-- Activity --
Tally the lines of the data that include the word "positions" and state the total, nothing else.

:: Data ::

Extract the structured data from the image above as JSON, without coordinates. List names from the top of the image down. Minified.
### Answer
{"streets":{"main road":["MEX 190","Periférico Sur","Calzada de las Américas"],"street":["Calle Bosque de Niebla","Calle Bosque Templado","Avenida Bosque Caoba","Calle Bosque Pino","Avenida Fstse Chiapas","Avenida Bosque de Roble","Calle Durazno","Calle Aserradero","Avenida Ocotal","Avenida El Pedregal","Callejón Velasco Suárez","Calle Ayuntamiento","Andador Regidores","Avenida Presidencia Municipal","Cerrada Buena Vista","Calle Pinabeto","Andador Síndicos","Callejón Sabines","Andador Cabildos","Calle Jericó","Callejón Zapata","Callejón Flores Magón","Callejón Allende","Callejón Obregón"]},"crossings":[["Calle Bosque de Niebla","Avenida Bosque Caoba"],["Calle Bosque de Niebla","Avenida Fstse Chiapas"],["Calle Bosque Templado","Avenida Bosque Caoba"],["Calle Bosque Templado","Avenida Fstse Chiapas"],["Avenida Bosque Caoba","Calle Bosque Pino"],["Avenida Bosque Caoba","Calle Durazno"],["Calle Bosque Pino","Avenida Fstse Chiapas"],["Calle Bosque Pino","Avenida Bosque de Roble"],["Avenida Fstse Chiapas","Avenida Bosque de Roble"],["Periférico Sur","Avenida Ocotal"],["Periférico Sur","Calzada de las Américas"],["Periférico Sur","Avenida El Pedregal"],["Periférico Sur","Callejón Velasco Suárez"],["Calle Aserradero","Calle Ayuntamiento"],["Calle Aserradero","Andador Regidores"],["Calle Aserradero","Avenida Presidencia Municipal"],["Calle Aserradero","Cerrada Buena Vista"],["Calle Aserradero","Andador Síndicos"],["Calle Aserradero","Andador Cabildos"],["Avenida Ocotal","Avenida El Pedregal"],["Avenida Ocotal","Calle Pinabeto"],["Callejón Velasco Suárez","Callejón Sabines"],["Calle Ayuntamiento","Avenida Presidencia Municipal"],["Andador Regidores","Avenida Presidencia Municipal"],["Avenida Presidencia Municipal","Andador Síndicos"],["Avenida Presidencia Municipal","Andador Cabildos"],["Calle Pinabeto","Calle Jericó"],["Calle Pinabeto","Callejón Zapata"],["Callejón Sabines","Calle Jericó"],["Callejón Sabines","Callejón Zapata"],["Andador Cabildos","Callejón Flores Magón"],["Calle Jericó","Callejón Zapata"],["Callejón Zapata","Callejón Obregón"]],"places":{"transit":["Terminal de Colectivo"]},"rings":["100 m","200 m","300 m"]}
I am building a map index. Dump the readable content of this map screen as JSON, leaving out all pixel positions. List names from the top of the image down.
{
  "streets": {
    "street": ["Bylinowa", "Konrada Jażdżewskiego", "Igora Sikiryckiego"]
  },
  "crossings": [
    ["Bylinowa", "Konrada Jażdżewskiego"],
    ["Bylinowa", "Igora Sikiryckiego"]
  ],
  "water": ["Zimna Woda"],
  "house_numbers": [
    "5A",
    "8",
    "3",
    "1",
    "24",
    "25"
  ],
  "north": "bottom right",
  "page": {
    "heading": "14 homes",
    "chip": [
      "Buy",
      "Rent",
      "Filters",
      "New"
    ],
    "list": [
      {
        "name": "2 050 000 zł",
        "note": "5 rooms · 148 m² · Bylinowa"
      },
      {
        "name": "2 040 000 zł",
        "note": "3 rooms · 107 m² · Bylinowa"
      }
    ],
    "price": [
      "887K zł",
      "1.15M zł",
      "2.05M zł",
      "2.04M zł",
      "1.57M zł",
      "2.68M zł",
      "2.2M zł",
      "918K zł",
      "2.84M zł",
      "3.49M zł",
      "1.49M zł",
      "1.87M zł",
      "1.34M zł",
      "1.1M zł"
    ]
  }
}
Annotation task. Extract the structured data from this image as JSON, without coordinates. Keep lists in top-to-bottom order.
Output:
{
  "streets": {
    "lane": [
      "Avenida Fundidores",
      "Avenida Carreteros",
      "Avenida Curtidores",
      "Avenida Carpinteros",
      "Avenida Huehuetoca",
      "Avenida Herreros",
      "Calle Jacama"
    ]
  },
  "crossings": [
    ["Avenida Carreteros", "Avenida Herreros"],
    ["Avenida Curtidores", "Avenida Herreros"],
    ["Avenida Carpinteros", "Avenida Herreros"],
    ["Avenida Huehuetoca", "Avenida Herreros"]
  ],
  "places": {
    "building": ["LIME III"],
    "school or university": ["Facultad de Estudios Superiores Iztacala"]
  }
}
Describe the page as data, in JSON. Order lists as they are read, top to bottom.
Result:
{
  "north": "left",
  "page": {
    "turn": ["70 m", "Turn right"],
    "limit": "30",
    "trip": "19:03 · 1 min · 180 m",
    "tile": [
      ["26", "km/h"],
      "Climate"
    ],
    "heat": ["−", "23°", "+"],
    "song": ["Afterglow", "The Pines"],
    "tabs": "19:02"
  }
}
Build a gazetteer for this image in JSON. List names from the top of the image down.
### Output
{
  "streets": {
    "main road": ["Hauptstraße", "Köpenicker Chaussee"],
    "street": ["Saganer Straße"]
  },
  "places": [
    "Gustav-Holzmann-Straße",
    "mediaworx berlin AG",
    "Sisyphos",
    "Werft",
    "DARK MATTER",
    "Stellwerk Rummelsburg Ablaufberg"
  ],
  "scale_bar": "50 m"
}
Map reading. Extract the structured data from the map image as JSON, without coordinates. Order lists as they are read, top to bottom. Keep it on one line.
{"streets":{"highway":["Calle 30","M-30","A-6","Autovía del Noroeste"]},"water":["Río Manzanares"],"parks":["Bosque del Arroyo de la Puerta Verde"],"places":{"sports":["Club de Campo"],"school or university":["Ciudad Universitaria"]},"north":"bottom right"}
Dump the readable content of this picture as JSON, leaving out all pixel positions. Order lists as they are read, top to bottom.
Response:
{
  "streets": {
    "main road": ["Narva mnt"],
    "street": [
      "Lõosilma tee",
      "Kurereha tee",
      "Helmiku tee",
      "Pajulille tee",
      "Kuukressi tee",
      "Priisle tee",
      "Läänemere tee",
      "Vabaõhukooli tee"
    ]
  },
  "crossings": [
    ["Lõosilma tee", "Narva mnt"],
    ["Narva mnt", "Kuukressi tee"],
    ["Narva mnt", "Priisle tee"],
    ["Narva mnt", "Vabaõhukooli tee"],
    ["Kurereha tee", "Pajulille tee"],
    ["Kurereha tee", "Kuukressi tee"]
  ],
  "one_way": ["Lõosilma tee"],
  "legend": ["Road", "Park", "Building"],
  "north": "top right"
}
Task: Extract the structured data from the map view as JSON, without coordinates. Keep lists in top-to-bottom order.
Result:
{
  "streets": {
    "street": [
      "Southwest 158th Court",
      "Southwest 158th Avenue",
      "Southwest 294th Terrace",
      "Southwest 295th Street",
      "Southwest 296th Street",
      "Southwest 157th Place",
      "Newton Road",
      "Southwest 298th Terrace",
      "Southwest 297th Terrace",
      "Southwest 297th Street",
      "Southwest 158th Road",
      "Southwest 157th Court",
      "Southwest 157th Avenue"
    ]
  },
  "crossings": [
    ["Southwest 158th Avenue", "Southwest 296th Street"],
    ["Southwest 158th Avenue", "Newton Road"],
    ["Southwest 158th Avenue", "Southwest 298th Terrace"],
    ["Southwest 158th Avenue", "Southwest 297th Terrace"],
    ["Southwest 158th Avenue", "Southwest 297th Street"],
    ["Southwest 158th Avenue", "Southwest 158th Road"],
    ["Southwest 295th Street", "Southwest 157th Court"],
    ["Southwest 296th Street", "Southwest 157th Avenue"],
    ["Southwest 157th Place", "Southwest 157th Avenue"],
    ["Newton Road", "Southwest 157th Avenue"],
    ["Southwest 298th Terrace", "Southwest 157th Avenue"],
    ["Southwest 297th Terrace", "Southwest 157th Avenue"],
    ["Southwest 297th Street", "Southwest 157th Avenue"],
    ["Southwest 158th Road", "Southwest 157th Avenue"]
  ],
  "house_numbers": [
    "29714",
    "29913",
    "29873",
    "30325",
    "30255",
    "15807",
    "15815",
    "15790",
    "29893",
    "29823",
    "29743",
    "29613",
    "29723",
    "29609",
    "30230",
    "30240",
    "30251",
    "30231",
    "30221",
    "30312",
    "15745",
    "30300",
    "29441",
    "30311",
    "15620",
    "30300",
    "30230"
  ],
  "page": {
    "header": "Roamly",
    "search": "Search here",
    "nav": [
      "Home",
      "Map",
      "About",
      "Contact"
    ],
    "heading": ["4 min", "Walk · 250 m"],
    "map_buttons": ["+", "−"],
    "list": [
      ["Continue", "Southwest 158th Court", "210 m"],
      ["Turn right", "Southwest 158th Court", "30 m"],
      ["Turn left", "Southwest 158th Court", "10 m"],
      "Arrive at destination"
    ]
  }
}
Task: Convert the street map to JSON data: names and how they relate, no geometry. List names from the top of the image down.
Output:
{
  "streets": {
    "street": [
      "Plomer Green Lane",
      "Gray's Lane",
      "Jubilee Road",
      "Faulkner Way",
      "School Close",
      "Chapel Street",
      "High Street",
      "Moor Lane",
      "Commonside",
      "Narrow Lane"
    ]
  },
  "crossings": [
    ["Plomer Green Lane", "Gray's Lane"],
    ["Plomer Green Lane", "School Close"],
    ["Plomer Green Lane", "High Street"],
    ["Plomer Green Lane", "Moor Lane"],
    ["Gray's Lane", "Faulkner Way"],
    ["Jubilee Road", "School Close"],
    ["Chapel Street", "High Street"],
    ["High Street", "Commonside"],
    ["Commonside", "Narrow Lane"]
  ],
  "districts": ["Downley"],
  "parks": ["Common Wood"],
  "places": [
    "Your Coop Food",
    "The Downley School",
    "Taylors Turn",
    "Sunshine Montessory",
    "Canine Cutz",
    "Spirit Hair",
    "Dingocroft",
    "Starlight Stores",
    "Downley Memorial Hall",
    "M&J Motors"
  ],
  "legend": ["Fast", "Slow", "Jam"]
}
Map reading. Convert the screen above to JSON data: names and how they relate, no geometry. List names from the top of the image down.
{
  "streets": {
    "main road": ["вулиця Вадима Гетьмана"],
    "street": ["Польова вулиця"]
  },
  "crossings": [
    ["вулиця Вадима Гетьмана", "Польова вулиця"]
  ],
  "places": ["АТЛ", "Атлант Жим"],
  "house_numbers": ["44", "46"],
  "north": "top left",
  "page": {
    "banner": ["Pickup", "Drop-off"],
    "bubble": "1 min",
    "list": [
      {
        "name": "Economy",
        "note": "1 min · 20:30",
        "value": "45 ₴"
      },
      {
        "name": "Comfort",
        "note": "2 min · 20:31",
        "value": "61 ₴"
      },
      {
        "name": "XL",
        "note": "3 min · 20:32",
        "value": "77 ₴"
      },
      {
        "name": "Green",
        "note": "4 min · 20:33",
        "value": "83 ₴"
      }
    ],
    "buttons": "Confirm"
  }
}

:::

-- Task answer --
2